• [DIRECTIONS FOR THIS TASK]
Please copy out every line in the records below that includes the word "Boulevard".

• [MATERIAL PROVIDED]
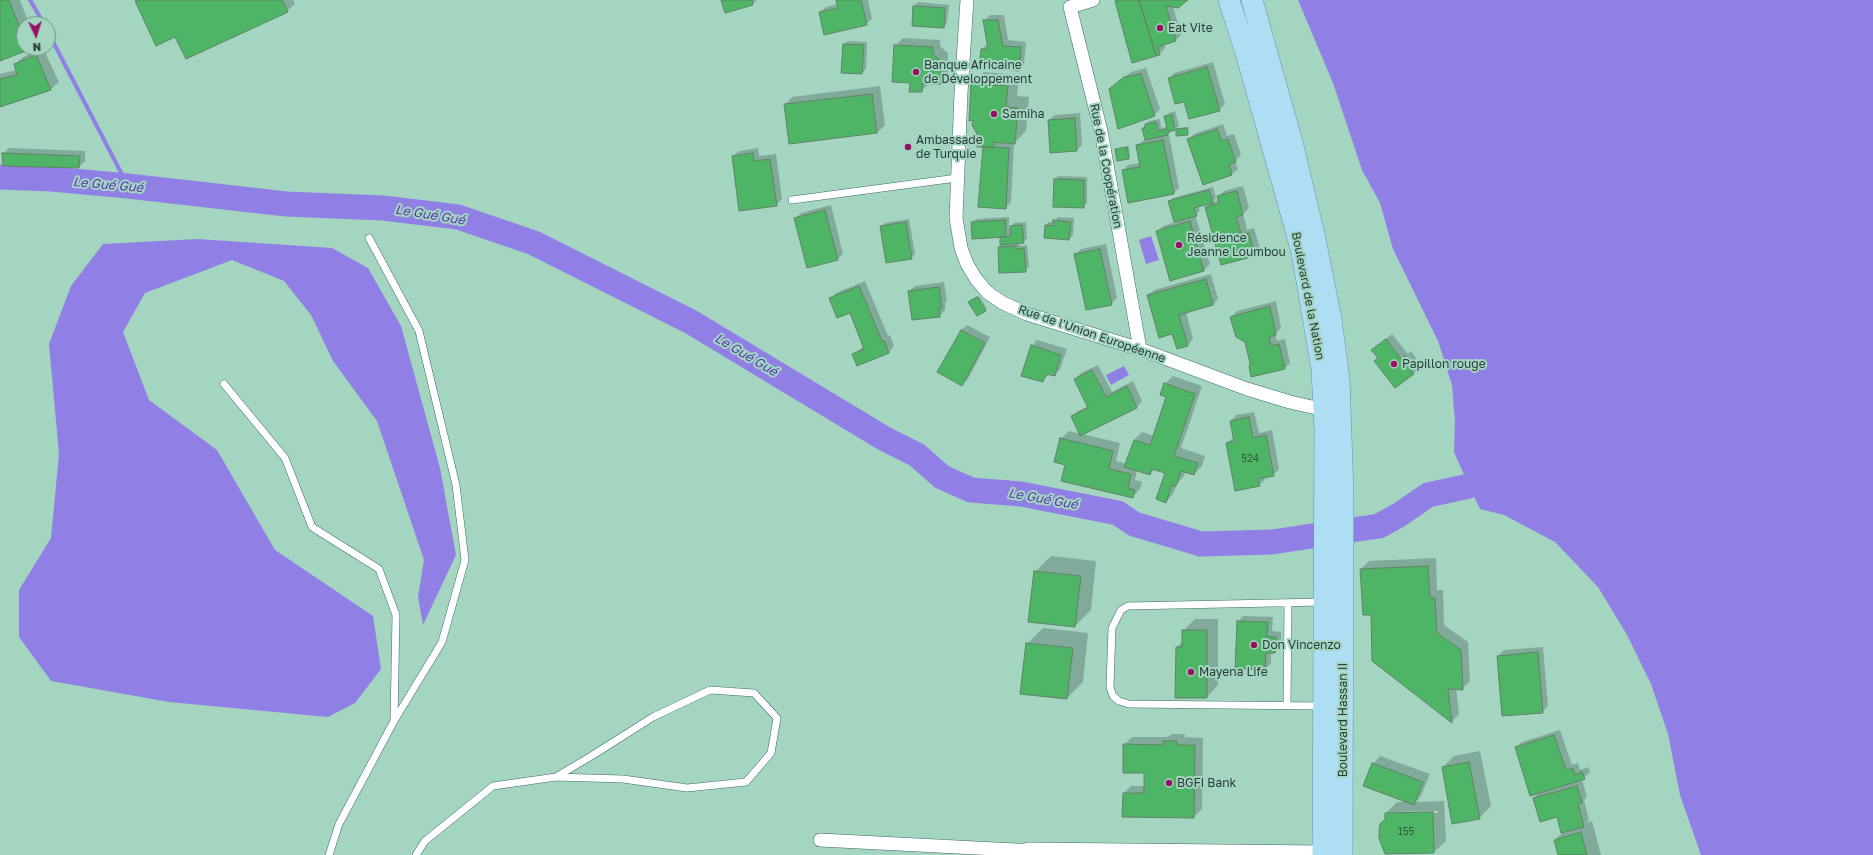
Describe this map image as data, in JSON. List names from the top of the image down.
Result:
{
  "streets": {
    "main road": ["Boulevard de la Nation", "Boulevard Hassan II"],
    "street": ["Rue de la Coopération", "Rue de l'Union Européenne"]
  },
  "crossings": [
    ["Rue de la Coopération", "Rue de l'Union Européenne"],
    ["Boulevard de la Nation", "Rue de l'Union Européenne"],
    ["Boulevard de la Nation", "Boulevard Hassan II"]
  ],
  "water": ["Le Gué Gué"],
  "places": [
    "Eat Vite",
    "Banque Africaine de Développement",
    "Samiha",
    "Ambassade de Turquie",
    "Résidence Jeanne Loumbou",
    "Papillon rouge",
    "Don Vincenzo",
    "Mayena Life",
    "BGFI Bank"
  ],
  "house_numbers": ["524", "155"],
  "north": "bottom"
}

• [ANSWER SPACE]
    "main road": ["Boulevard de la Nation", "Boulevard Hassan II"],
    ["Boulevard de la Nation", "Rue de l'Union Européenne"],
    ["Boulevard de la Nation", "Boulevard Hassan II"]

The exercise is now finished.